A Mittye P. Locke music teacher studies traditional instruments and innovative changes.
By MARY SPICUZZA
Published December 5, 2005
TRINITY - It was the focus on happiness that won her over completely.
Natalia Lebre Ritchie, a music teacher at Mittye P. Locke Elementary School in Elfers, recently returned from a three-week trip to Japan as a participant in the Japan Fulbright Memorial Fund Teacher Program.
Ritchie, 57, learned to play the koto, a traditional Japanese stringed instrument, and did some taiko drumming.
But she also had the chance to study the current education reform in Japan, which stresses giving children "room to grow" and encouraging a "zest for living."
So, as Ritchie prepares her "follow-on" plan, designed to share what she learned with her students, Pasco County teachers and the community, she wants to introduce some aspects of the reform.
"There's a stress on more free time for children, the emotional component," she said. "And health and physical strength for Japanese children under stress."
Ritchie, a veteran teacher with 36 years of experience, has traveled all around the world - including trips to Greece, South America, Canada, Egypt, Kenya and Australia. She studied in Portugal for three summers, speaks fluent Portuguese, and is a folklorist for Portuguese folk music.
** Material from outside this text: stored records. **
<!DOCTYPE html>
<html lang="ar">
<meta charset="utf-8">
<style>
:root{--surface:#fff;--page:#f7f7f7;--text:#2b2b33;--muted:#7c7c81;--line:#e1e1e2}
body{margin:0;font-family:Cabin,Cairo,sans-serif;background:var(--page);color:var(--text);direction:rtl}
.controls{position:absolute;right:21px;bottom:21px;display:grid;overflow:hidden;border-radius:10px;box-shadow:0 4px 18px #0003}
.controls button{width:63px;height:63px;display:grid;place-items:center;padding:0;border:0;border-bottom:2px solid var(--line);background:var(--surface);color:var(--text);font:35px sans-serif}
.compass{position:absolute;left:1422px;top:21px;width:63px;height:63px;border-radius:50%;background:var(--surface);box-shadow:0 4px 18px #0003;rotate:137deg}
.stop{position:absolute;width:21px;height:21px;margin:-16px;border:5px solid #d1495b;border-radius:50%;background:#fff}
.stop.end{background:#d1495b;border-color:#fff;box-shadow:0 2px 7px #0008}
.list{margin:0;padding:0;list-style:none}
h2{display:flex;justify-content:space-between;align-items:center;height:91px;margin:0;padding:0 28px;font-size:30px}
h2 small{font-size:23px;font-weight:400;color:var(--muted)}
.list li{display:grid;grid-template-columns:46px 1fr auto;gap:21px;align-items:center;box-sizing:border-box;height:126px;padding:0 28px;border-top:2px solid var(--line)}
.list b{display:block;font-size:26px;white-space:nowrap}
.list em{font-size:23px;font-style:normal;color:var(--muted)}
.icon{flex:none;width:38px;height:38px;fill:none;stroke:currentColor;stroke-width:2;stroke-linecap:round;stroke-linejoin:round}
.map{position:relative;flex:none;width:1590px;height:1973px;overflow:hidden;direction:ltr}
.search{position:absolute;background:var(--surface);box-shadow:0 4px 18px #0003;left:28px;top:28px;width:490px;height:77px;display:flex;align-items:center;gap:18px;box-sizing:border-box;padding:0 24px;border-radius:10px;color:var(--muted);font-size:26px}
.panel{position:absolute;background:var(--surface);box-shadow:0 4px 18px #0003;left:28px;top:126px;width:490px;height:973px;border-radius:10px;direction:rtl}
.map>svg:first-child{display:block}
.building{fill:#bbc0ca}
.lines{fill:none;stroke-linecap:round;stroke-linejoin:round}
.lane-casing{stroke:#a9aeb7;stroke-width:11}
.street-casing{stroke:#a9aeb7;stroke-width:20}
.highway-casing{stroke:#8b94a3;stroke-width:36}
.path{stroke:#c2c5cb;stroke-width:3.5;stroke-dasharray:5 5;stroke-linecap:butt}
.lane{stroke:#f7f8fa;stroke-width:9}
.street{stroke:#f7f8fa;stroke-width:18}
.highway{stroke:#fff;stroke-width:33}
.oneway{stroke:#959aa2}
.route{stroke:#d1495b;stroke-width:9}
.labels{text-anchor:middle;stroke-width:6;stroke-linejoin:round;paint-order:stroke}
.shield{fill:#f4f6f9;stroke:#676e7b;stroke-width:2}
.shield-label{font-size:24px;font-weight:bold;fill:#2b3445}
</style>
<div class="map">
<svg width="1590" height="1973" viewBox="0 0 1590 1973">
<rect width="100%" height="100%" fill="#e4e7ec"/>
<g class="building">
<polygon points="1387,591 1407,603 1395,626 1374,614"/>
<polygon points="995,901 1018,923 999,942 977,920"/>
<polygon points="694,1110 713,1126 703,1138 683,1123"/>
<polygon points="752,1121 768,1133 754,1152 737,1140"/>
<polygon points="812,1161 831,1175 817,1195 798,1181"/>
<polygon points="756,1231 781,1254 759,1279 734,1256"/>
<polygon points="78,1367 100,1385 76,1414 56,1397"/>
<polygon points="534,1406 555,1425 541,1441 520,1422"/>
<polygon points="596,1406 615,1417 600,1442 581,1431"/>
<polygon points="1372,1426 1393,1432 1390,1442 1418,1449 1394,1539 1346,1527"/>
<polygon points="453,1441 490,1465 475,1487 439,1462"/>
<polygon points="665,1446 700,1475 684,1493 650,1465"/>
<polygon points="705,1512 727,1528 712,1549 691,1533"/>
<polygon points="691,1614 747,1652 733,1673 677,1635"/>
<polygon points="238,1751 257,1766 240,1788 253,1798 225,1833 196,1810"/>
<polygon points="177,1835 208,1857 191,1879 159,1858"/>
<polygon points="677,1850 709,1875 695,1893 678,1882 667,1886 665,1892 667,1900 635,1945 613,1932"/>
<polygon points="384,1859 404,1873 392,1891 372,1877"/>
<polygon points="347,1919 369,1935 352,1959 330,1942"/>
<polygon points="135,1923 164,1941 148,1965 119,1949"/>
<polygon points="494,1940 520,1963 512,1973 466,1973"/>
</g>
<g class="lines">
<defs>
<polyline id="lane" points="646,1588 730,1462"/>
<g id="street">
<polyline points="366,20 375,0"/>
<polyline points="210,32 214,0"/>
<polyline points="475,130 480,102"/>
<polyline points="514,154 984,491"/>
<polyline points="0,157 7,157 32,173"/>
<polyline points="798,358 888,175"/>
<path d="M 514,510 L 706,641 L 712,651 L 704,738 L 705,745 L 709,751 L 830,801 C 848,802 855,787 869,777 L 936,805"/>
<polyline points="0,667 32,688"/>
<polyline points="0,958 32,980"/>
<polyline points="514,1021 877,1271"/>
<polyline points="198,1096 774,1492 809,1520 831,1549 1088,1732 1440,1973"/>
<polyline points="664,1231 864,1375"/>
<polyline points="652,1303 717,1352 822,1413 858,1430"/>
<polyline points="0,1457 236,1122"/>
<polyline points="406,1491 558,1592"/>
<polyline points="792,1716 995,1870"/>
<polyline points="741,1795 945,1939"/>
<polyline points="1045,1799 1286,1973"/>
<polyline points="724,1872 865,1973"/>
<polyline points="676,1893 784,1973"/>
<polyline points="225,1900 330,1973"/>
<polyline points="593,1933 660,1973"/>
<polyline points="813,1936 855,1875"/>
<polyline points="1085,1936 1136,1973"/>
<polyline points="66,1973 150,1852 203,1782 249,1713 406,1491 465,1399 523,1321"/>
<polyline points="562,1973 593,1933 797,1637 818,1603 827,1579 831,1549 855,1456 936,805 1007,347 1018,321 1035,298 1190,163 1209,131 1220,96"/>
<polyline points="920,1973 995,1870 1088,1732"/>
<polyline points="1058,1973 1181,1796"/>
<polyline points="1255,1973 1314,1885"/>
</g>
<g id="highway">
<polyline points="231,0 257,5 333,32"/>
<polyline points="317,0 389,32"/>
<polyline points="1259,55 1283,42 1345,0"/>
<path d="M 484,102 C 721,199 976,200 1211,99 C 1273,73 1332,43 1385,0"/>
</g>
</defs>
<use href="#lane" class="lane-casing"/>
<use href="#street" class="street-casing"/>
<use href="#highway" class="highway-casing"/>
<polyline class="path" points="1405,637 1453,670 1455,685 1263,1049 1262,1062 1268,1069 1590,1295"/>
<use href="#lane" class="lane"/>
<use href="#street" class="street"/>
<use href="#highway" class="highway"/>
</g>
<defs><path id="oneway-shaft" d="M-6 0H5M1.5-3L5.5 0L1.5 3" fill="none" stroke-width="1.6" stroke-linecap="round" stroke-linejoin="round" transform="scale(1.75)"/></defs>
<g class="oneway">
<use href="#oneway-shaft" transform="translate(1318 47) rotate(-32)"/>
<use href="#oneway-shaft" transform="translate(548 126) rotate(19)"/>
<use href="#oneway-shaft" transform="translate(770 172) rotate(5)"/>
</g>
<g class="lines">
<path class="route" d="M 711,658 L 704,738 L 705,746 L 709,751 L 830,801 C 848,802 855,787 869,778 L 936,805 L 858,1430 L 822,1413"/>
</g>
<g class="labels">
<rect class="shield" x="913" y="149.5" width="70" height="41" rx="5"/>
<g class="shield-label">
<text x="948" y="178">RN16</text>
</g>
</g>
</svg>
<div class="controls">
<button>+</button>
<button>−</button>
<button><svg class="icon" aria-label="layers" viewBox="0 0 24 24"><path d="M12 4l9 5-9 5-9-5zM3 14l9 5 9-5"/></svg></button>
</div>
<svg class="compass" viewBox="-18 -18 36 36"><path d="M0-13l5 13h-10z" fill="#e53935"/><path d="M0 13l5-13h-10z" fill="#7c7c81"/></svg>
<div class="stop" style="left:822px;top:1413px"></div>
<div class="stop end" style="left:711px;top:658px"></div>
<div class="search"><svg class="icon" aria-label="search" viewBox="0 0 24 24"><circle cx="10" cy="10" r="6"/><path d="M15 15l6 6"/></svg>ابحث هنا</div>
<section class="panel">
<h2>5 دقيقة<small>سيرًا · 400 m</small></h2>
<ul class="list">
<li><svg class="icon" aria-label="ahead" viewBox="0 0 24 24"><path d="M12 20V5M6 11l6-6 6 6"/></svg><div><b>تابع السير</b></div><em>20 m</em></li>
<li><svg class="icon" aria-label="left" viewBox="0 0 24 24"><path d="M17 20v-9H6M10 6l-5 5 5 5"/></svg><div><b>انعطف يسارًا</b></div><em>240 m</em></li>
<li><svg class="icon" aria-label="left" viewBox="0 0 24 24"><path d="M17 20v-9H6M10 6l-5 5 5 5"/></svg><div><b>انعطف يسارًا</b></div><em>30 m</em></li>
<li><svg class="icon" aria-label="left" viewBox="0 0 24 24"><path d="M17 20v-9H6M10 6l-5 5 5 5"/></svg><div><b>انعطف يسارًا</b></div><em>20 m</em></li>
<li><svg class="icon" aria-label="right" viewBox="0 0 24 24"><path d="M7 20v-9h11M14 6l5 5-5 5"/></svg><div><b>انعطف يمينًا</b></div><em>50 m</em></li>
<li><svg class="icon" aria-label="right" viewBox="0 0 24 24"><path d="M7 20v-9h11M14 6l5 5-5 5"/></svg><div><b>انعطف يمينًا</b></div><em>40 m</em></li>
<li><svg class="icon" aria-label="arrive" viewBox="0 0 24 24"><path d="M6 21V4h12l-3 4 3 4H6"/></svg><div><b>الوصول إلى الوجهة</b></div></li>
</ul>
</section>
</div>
She has had a longtime interest in Asian music but never had the chance to travel to Japan.
That is, until she attended a teachers' meeting and heard about the Japan Fulbright Memorial Fund Teacher Program, which is designed to give primary and secondary school educators in the United States the opportunity to travel to Japan in an effort to promote greater intercultural understanding between the two nations.
Ritchie was one of 200 educators who visited Japan in October as part of the program. She and the others arrived in Tokyo on Oct. 11. The teachers later broke into groups of 20 and traveled to various host cities, where they then visited various schools and stayed with Japanese families.
The program, sponsored by the Japanese government, was launched in 1997 to commemorate the 50th anniversary of the U.S. government Fulbright Program. That program has helped more than 6,000 Japanese citizens to study in the United States on Fulbright fellowships for graduate education and research.
Ritchie stayed with a family in Kurume in the Fukuoka prefecture. The father, Kazuomi Baba, is a special education teacher and his wife, Tomie Baba, is a prekindergarten teacher.
She stayed with the couple, their two sons, Kiyofumi and Hirokazu, and their paternal grandparents, Toshiyuki and Yaeko.
"We used a lot of sign language and a lot of smiles," Ritchie said. "With the children I played games and little things like that."
She visited numerous schools and music classes as well as attended presentations about various topics, including the status of Japanese women, education reform in Japan, and Kabuki, a traditional form of Japanese theater.
In her free time, she went to visit her daughter in the Air Force, Capt. Sacha Lebre Lima, who is stationed in Okinawa.
Ritchie is now working to prepare a unit for her students at Mittye P. Locke Elementary School. She hopes to include a chorus production, a show, a school concert featuring Japanese music and poems.
She also is working to develop cross-curriculum lessons that would include language arts, art, history and physical education.
Ritchie said that she hopes to share Japanese music as she works to help her students learn from the country's culture.
"Some of the things that they're looking at are having the children take cultural classes," she said. "And have a better quality of life."